→ Work to be completed:
Each line of the records that follow must come back exactly, with pictures skipped.

→ Source material:

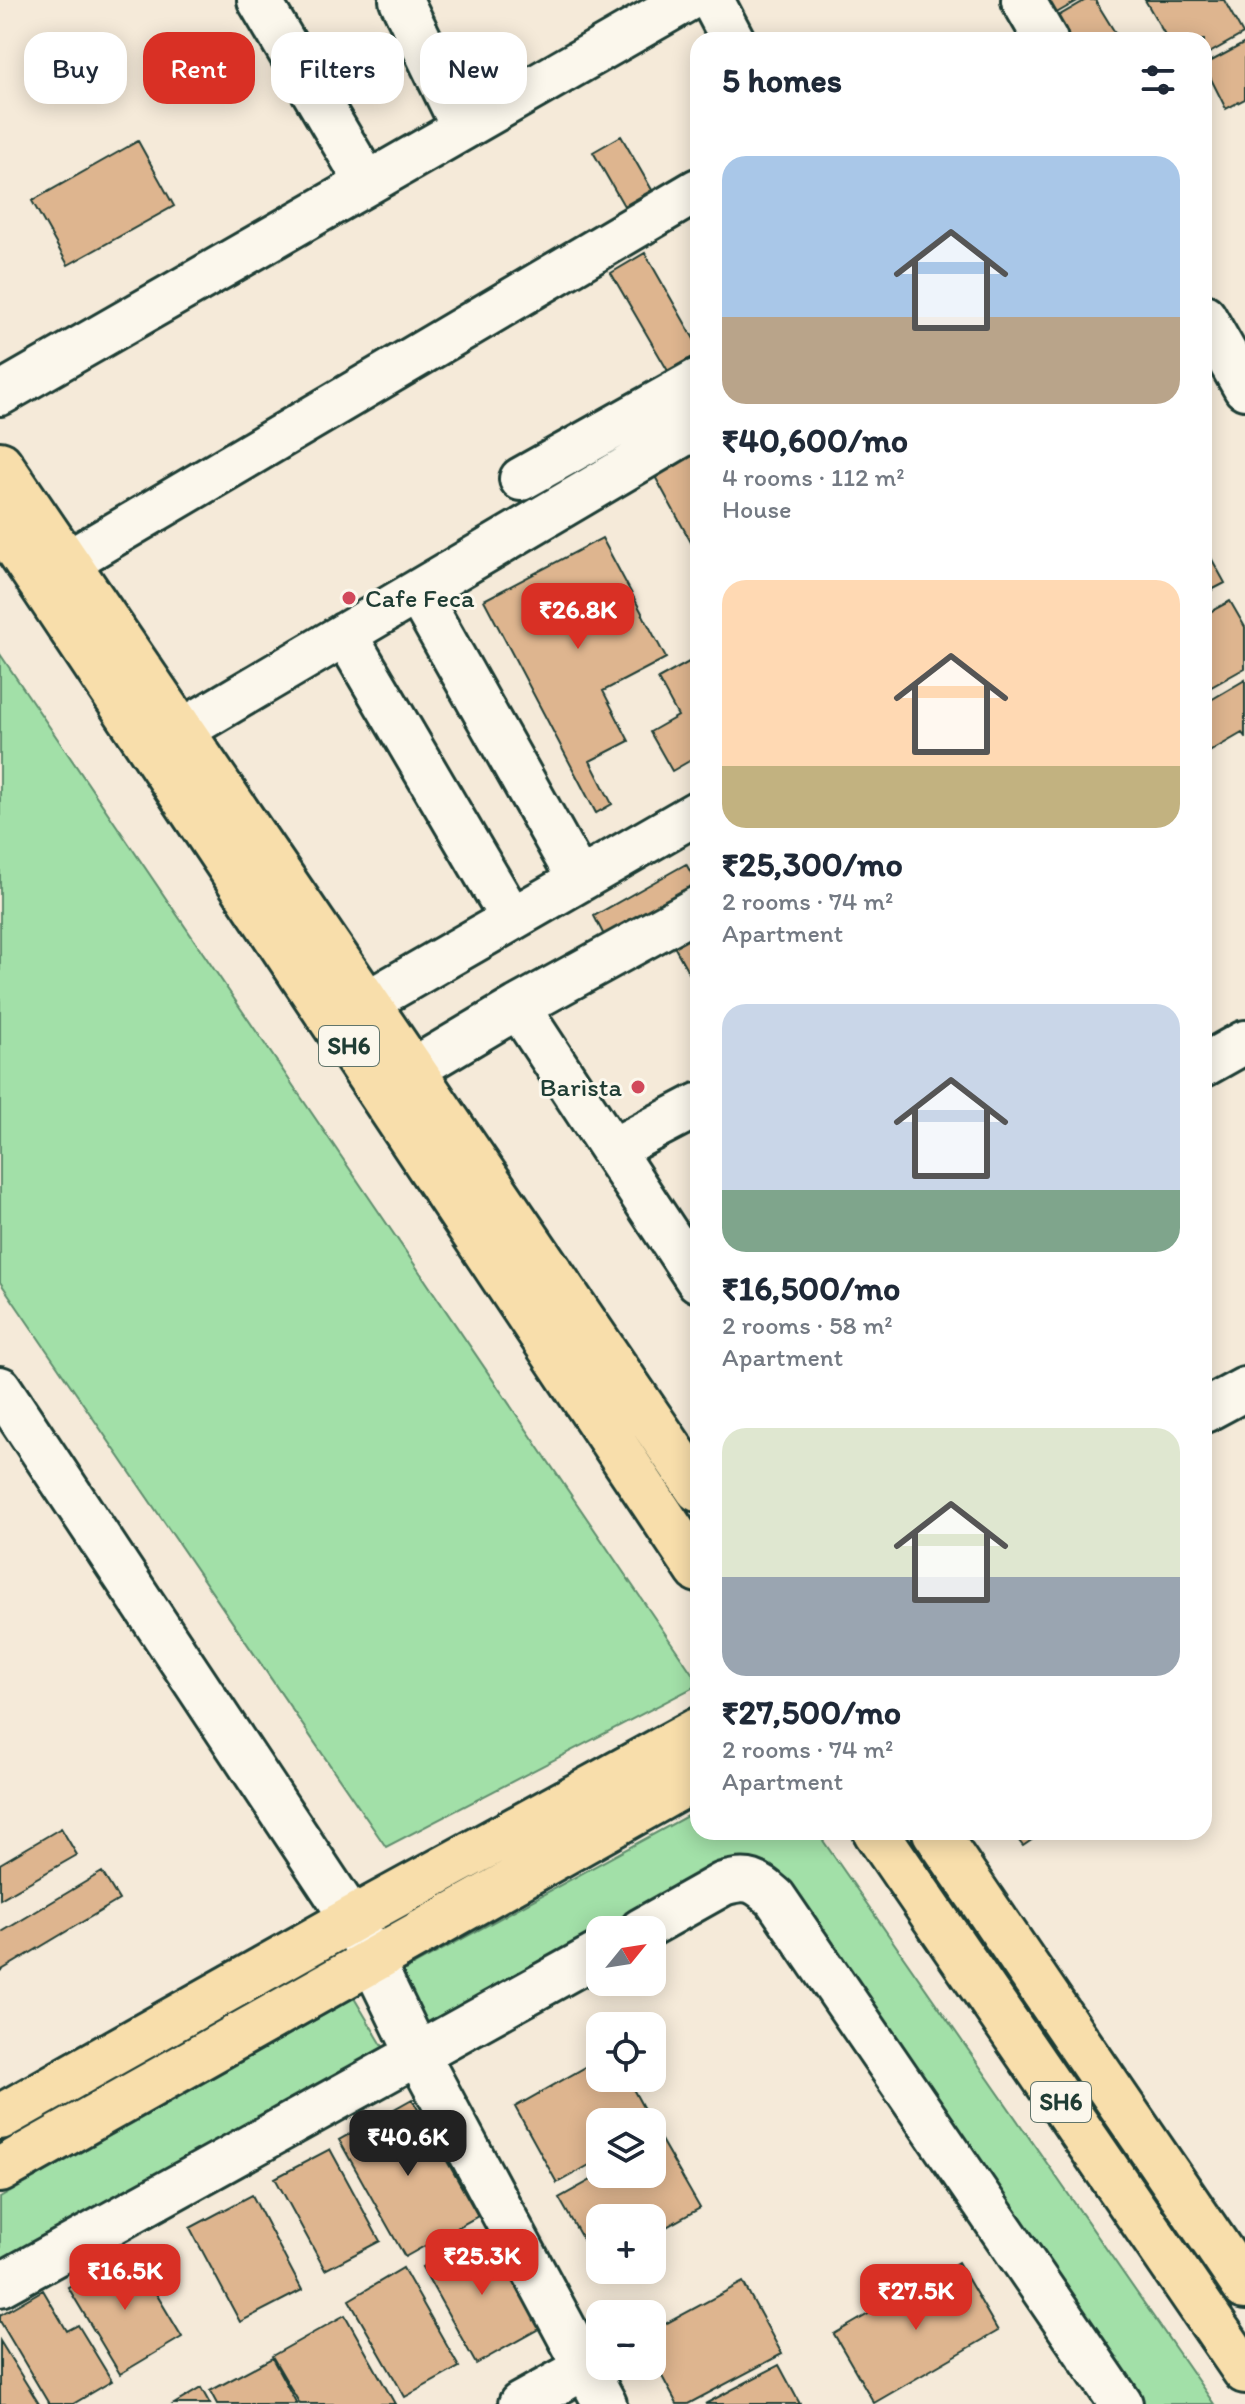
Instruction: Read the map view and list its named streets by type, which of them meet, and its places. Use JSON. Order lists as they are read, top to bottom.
{
  "streets": {
    "main road": ["SH6"]
  },
  "places": ["Cafe Feca", "Barista"],
  "north": "top right",
  "page": {
    "chip": [
      "Buy",
      "Rent",
      "Filters",
      "New"
    ],
    "heading": "5 homes",
    "list": [
      {
        "name": "₹40,600/mo",
        "note": "4 rooms · 112 m² · House"
      },
      {
        "name": "₹25,300/mo",
        "note": "2 rooms · 74 m² · Apartment"
      },
      {
        "name": "₹16,500/mo",
        "note": "2 rooms · 58 m² · Apartment"
      },
      {
        "name": "₹27,500/mo",
        "note": "2 rooms · 74 m² · Apartment"
      }
    ],
    "price": [
      "₹26.8K",
      "₹40.6K",
      "₹25.3K",
      "₹16.5K",
      "₹27.5K"
    ],
    "map_buttons": ["+", "−"]
  }
}
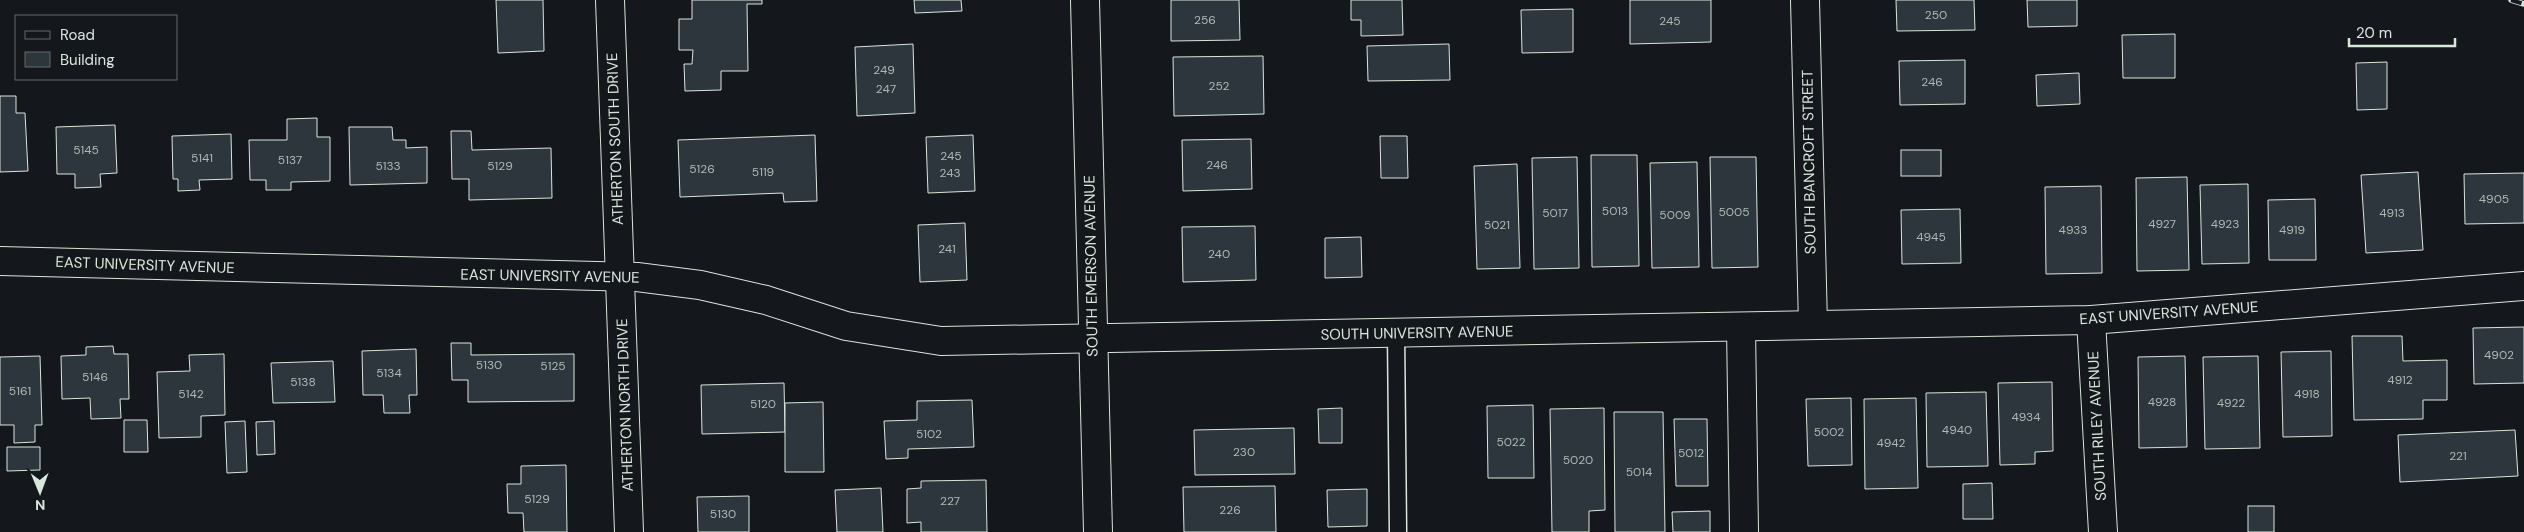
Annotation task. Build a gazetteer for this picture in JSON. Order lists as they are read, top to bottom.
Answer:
{
  "streets": {
    "street": [
      "ATHERTON SOUTH DRIVE",
      "SOUTH BANCROFT STREET",
      "EAST UNIVERSITY AVENUE",
      "SOUTH EMERSON AVENUE",
      "SOUTH UNIVERSITY AVENUE",
      "ATHERTON NORTH DRIVE",
      "SOUTH RILEY AVENUE"
    ]
  },
  "crossings": [
    ["ATHERTON SOUTH DRIVE", "EAST UNIVERSITY AVENUE"],
    ["ATHERTON SOUTH DRIVE", "ATHERTON NORTH DRIVE"],
    ["SOUTH BANCROFT STREET", "EAST UNIVERSITY AVENUE"],
    ["EAST UNIVERSITY AVENUE", "SOUTH EMERSON AVENUE"],
    ["EAST UNIVERSITY AVENUE", "SOUTH UNIVERSITY AVENUE"],
    ["EAST UNIVERSITY AVENUE", "ATHERTON NORTH DRIVE"],
    ["EAST UNIVERSITY AVENUE", "SOUTH RILEY AVENUE"],
    ["SOUTH EMERSON AVENUE", "SOUTH UNIVERSITY AVENUE"]
  ],
  "house_numbers": [
    "250",
    "256",
    "245",
    "249",
    "246",
    "252",
    "247",
    "5145",
    "245",
    "5141",
    "5137",
    "246",
    "5133",
    "5129",
    "5126",
    "5119",
    "243",
    "4905",
    "5013",
    "5005",
    "5017",
    "4913",
    "5009",
    "4927",
    "4923",
    "5021",
    "4933",
    "4919",
    "4945",
    "241",
    "240",
    "4902",
    "5130",
    "5125",
    "5134",
    "5146",
    "4912",
    "5138",
    "5161",
    "5142",
    "4918",
    "4928",
    "4922",
    "5120",
    "4934",
    "4940",
    "5002",
    "5102",
    "5022",
    "4942",
    "230",
    "5012",
    "221",
    "5020",
    "5014",
    "5129",
    "227",
    "226",
    "5130"
  ],
  "legend": ["Road", "Building"],
  "scale_bar": "20 m",
  "north": "bottom"
}
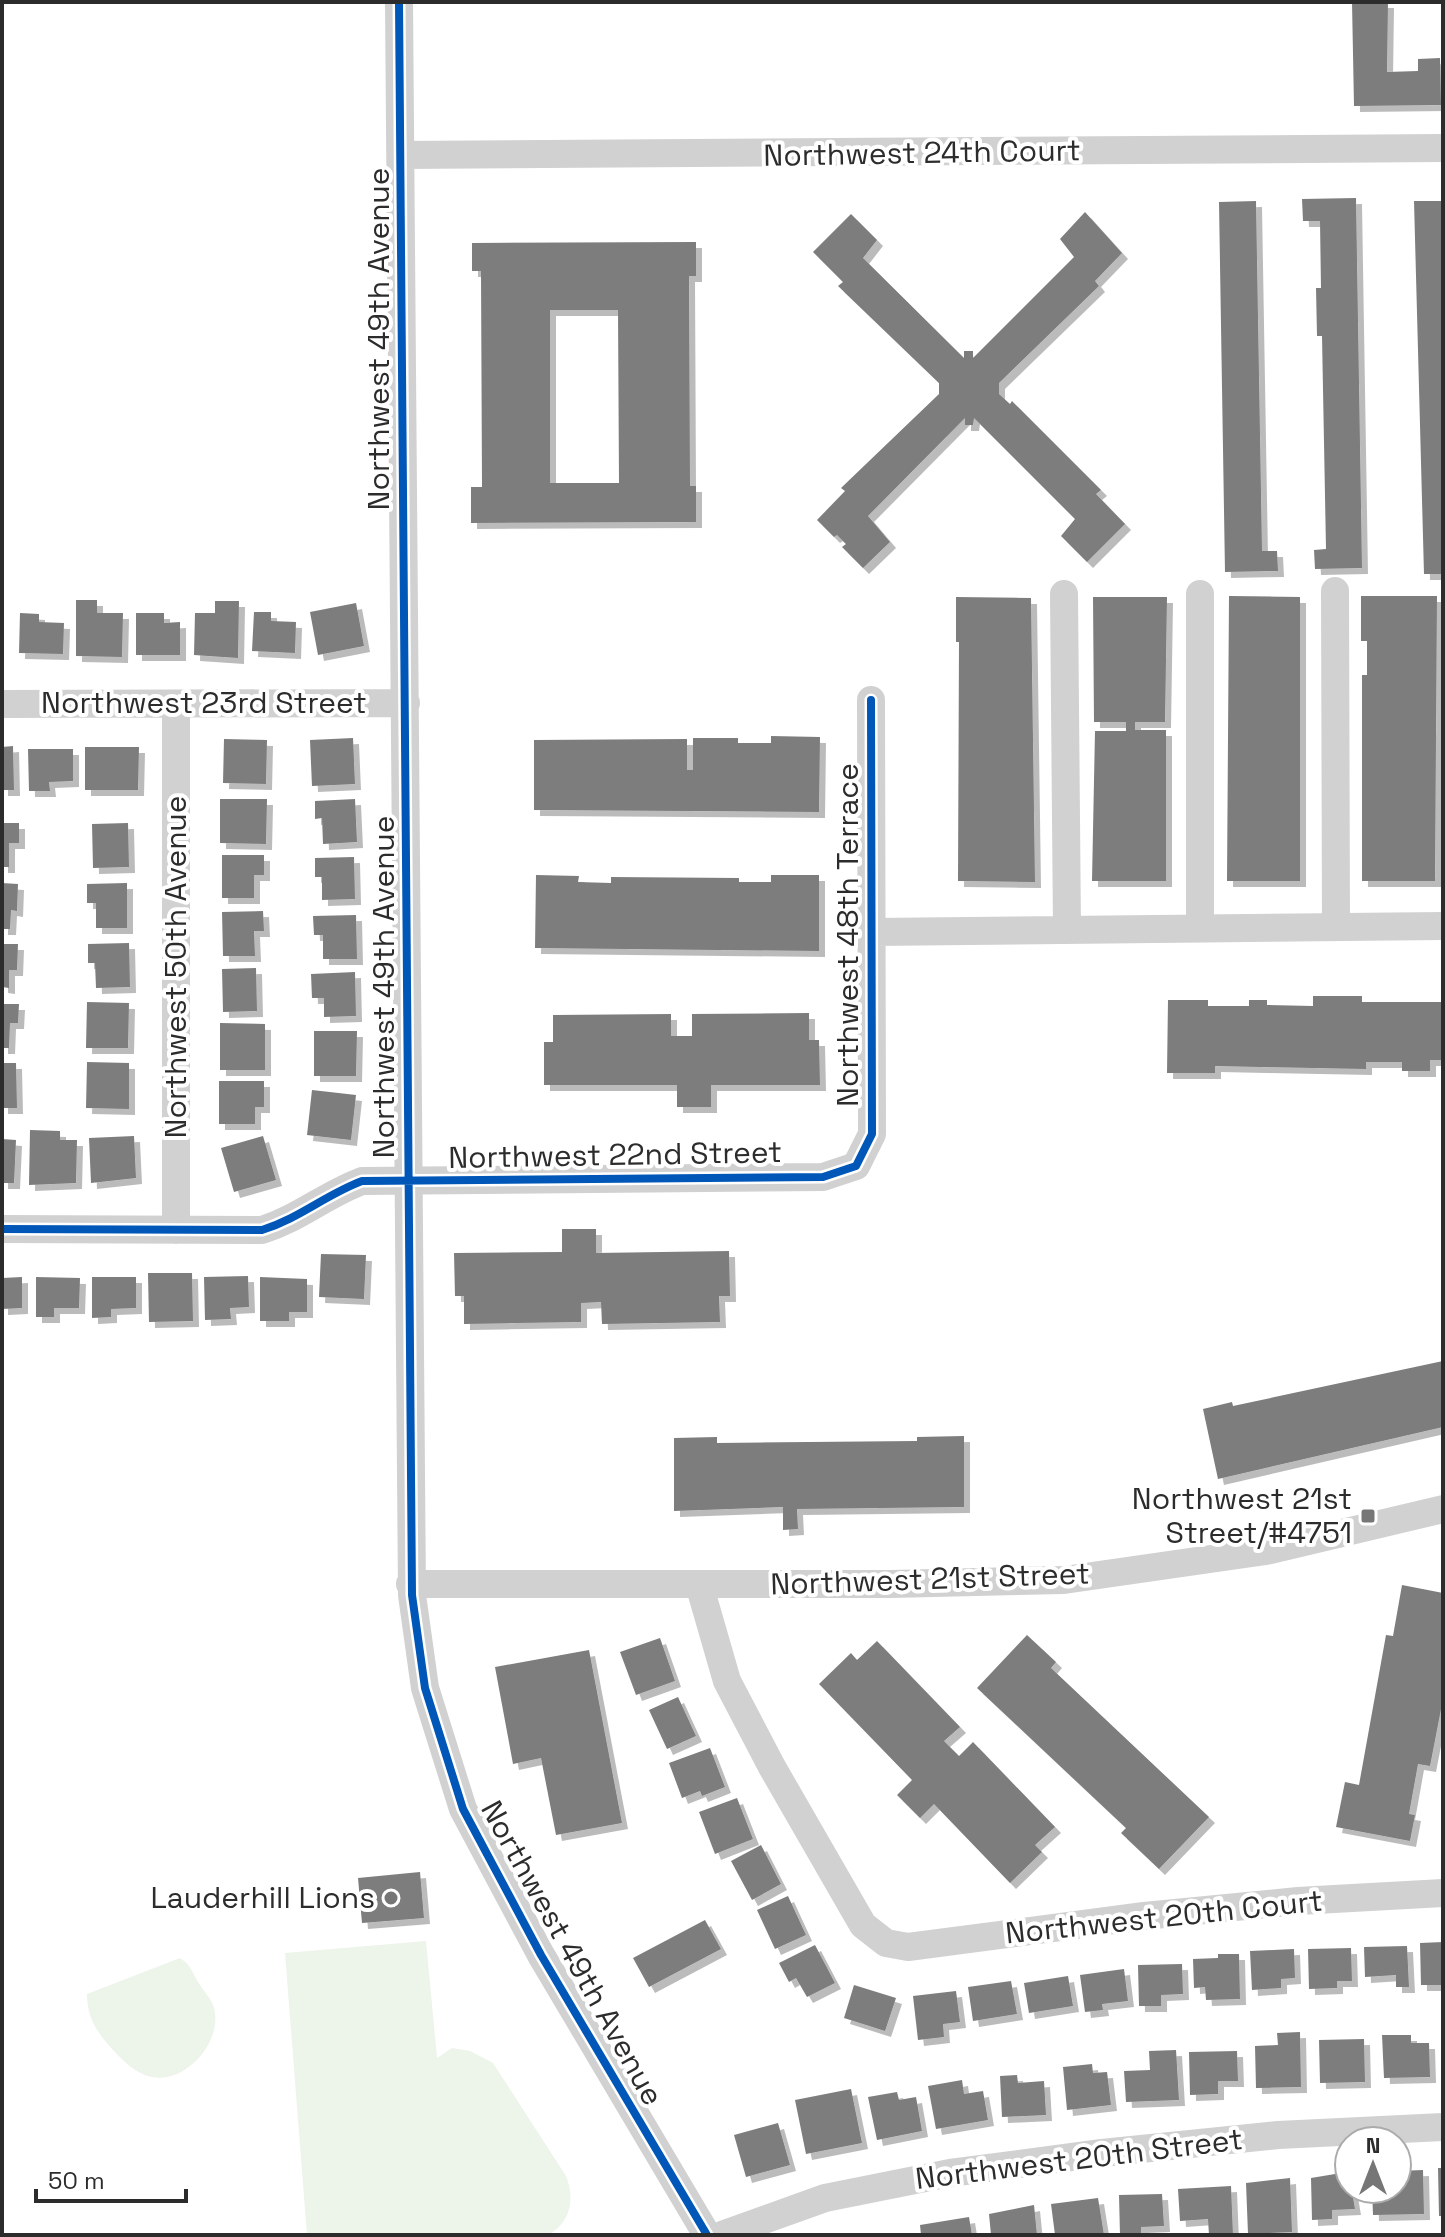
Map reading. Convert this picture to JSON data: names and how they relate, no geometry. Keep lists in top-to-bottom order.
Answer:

→ Output of the exercise:
Instruction: Read the map view and list its named streets by type, which of them meet, and its places. Use JSON. Order lists as they are read, top to bottom.
{
  "streets": {
    "main road": ["SH6"]
  },
  "places": ["Cafe Feca", "Barista"],
  "north": "top right",
  "page": {
    "chip": [
      "Buy",
      "Rent",
      "Filters",
      "New"
    ],
    "heading": "5 homes",
    "list": [
      {
        "name": "₹40,600/mo",
        "note": "4 rooms · 112 m² · House"
      },
      {
        "name": "₹25,300/mo",
        "note": "2 rooms · 74 m² · Apartment"
      },
      {
        "name": "₹16,500/mo",
        "note": "2 rooms · 58 m² · Apartment"
      },
      {
        "name": "₹27,500/mo",
        "note": "2 rooms · 74 m² · Apartment"
      }
    ],
    "price": [
      "₹26.8K",
      "₹40.6K",
      "₹25.3K",
      "₹16.5K",
      "₹27.5K"
    ],
    "map_buttons": ["+", "−"]
  }
}
Annotation task. Build a gazetteer for this picture in JSON. Order lists as they are read, top to bottom.
Answer:
{
  "streets": {
    "street": [
      "ATHERTON SOUTH DRIVE",
      "SOUTH BANCROFT STREET",
      "EAST UNIVERSITY AVENUE",
      "SOUTH EMERSON AVENUE",
      "SOUTH UNIVERSITY AVENUE",
      "ATHERTON NORTH DRIVE",
      "SOUTH RILEY AVENUE"
    ]
  },
  "crossings": [
    ["ATHERTON SOUTH DRIVE", "EAST UNIVERSITY AVENUE"],
    ["ATHERTON SOUTH DRIVE", "ATHERTON NORTH DRIVE"],
    ["SOUTH BANCROFT STREET", "EAST UNIVERSITY AVENUE"],
    ["EAST UNIVERSITY AVENUE", "SOUTH EMERSON AVENUE"],
    ["EAST UNIVERSITY AVENUE", "SOUTH UNIVERSITY AVENUE"],
    ["EAST UNIVERSITY AVENUE", "ATHERTON NORTH DRIVE"],
    ["EAST UNIVERSITY AVENUE", "SOUTH RILEY AVENUE"],
    ["SOUTH EMERSON AVENUE", "SOUTH UNIVERSITY AVENUE"]
  ],
  "house_numbers": [
    "250",
    "256",
    "245",
    "249",
    "246",
    "252",
    "247",
    "5145",
    "245",
    "5141",
    "5137",
    "246",
    "5133",
    "5129",
    "5126",
    "5119",
    "243",
    "4905",
    "5013",
    "5005",
    "5017",
    "4913",
    "5009",
    "4927",
    "4923",
    "5021",
    "4933",
    "4919",
    "4945",
    "241",
    "240",
    "4902",
    "5130",
    "5125",
    "5134",
    "5146",
    "4912",
    "5138",
    "5161",
    "5142",
    "4918",
    "4928",
    "4922",
    "5120",
    "4934",
    "4940",
    "5002",
    "5102",
    "5022",
    "4942",
    "230",
    "5012",
    "221",
    "5020",
    "5014",
    "5129",
    "227",
    "226",
    "5130"
  ],
  "legend": ["Road", "Building"],
  "scale_bar": "20 m",
  "north": "bottom"
}
Map reading. Convert this picture to JSON data: names and how they relate, no geometry. Keep lists in top-to-bottom order.
Answer:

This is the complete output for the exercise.